____ Data provided
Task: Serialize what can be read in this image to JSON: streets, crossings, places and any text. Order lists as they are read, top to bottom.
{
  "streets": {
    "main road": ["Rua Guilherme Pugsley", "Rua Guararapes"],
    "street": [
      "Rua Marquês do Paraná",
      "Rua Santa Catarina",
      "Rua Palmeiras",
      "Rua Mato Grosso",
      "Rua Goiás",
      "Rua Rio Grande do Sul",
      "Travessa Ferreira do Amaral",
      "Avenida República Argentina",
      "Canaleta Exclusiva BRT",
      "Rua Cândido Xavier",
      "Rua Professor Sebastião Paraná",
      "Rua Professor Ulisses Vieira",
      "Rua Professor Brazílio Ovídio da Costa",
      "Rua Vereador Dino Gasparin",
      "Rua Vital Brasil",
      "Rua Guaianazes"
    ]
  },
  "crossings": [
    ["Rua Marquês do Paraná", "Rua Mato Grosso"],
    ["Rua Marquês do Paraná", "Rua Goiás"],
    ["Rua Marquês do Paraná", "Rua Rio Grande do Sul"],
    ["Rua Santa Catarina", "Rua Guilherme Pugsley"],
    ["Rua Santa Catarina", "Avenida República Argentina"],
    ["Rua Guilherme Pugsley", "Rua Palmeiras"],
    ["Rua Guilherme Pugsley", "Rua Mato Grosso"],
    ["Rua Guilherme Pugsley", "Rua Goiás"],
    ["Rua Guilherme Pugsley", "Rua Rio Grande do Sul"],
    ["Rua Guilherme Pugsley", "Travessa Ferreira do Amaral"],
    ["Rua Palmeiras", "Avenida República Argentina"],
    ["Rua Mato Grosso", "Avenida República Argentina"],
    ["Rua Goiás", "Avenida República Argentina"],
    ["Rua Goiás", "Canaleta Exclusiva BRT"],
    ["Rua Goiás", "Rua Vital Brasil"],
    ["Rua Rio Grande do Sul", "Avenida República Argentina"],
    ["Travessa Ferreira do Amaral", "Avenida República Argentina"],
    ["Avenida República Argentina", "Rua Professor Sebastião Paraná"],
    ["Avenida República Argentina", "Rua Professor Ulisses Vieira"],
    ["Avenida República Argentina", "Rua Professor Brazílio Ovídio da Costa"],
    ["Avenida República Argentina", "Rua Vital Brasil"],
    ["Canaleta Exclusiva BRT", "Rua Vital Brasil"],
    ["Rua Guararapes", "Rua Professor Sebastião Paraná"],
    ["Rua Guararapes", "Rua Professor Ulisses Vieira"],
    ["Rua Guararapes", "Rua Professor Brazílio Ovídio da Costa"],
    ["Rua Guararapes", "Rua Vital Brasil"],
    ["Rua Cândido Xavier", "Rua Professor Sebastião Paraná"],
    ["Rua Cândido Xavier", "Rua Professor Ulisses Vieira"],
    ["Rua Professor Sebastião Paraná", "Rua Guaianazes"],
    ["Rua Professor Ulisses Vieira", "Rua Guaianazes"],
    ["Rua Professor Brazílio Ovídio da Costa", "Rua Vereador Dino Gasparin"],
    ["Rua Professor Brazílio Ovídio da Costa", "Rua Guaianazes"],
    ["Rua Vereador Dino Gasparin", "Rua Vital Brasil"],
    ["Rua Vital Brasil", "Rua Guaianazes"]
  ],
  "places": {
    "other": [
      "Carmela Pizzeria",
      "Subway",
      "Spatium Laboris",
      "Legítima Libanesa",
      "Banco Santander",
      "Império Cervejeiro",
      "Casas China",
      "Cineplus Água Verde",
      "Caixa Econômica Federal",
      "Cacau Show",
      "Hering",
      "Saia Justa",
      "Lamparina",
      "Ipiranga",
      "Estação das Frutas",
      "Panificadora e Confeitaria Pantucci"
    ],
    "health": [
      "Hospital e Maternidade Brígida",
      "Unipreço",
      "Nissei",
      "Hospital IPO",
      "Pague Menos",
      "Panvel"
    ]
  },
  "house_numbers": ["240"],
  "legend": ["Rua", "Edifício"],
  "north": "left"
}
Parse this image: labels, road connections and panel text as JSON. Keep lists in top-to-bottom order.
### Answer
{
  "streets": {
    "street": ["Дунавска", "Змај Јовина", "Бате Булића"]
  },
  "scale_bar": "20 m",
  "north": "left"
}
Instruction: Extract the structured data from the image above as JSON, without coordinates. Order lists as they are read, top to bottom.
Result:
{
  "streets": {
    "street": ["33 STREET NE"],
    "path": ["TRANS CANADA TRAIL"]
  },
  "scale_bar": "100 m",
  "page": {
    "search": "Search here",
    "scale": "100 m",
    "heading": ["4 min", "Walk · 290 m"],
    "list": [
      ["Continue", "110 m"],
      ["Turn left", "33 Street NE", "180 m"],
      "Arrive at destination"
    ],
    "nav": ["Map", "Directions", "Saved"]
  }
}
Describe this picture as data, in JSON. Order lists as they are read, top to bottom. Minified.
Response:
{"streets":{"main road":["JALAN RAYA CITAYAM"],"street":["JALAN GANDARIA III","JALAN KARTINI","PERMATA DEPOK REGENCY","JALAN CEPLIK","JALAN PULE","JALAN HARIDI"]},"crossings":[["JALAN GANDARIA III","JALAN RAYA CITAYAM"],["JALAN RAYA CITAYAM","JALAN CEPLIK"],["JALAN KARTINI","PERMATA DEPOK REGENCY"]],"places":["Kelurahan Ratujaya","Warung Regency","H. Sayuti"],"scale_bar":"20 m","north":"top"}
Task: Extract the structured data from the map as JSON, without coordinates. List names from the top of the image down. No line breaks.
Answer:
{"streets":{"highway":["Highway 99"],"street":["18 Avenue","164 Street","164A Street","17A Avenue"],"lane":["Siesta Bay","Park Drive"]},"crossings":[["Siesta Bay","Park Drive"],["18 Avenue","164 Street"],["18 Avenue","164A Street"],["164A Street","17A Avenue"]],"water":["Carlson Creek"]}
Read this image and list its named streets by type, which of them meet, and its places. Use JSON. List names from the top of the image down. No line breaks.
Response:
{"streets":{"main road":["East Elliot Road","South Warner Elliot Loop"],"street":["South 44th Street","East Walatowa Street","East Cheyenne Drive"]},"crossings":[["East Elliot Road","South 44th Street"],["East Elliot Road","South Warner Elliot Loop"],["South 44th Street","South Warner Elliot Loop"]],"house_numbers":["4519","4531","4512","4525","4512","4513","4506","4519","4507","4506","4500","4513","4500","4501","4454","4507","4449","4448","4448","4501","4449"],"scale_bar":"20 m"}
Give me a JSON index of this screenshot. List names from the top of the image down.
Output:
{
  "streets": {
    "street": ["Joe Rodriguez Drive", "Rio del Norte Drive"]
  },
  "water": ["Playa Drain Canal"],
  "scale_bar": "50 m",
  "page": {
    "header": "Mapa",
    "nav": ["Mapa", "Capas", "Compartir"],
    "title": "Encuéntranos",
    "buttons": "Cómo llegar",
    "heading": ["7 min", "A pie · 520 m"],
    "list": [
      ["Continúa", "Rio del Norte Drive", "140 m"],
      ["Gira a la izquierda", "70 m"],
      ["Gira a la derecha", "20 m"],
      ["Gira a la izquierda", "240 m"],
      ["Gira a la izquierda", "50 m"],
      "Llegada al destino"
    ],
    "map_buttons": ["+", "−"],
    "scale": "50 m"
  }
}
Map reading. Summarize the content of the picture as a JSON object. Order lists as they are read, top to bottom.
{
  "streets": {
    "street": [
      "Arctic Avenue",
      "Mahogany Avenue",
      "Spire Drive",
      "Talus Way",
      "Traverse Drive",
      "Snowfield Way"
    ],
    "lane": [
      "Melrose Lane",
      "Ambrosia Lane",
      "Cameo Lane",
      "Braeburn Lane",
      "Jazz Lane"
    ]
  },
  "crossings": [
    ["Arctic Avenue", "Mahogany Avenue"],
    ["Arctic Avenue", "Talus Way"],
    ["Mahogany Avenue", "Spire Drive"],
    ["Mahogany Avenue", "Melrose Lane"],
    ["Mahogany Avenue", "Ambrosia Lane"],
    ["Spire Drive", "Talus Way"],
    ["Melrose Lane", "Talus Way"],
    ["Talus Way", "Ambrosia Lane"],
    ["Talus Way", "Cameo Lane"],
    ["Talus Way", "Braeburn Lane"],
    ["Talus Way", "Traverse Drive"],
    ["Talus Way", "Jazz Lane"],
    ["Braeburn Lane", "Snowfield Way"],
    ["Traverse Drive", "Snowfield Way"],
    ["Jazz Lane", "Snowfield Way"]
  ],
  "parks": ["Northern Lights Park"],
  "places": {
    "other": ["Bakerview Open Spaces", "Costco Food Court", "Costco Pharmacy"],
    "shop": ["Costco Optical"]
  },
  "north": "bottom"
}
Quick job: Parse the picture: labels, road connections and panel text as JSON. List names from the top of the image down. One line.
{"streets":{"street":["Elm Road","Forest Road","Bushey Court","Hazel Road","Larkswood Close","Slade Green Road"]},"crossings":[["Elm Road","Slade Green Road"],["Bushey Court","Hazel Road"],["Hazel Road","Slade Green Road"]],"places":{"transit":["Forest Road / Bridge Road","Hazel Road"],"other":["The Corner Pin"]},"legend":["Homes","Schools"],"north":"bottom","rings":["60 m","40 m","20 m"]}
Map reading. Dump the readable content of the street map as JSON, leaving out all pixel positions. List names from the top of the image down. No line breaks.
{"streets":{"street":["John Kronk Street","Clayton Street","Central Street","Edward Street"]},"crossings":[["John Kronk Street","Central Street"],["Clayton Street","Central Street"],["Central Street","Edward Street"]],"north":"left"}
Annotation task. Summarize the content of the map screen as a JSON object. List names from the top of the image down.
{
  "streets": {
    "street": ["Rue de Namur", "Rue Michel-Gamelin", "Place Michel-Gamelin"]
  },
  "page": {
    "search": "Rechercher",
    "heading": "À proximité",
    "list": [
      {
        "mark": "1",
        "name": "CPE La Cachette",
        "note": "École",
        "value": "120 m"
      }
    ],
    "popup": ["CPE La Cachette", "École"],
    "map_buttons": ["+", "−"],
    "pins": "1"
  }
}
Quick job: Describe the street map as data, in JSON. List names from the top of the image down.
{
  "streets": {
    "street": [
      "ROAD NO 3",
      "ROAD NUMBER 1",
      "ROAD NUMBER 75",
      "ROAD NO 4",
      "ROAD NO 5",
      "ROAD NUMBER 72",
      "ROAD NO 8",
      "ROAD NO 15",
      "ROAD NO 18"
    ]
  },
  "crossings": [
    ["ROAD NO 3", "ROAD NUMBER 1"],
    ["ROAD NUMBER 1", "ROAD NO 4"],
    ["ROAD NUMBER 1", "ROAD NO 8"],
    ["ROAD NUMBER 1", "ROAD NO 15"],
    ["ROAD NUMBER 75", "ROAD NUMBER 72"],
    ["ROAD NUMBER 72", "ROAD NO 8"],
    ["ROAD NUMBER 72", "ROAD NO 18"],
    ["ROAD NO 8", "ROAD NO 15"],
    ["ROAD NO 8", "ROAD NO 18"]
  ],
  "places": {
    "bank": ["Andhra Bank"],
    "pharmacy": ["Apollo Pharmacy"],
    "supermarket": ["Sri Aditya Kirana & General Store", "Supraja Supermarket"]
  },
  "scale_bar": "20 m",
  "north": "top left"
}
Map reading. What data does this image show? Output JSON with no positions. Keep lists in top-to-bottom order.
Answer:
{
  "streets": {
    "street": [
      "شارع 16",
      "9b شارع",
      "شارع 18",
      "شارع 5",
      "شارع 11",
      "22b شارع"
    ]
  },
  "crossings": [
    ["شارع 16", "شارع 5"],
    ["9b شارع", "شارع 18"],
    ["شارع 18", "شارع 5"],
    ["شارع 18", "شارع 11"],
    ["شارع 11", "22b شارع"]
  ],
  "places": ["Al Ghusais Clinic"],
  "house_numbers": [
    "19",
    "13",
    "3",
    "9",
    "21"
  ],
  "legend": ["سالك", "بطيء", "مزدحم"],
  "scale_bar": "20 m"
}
________
What is being asked = Copy out the lines beginning at the one that contains "Map reading. What". Stop at the final line of the data, and include it.

Reply to the exercise =
Map reading. What data does this image show? Output JSON with no positions. Keep lists in top-to-bottom order.
Answer:
{
  "streets": {
    "street": [
      "شارع 16",
      "9b شارع",
      "شارع 18",
      "شارع 5",
      "شارع 11",
      "22b شارع"
    ]
  },
  "crossings": [
    ["شارع 16", "شارع 5"],
    ["9b شارع", "شارع 18"],
    ["شارع 18", "شارع 5"],
    ["شارع 18", "شارع 11"],
    ["شارع 11", "22b شارع"]
  ],
  "places": ["Al Ghusais Clinic"],
  "house_numbers": [
    "19",
    "13",
    "3",
    "9",
    "21"
  ],
  "legend": ["سالك", "بطيء", "مزدحم"],
  "scale_bar": "20 m"
}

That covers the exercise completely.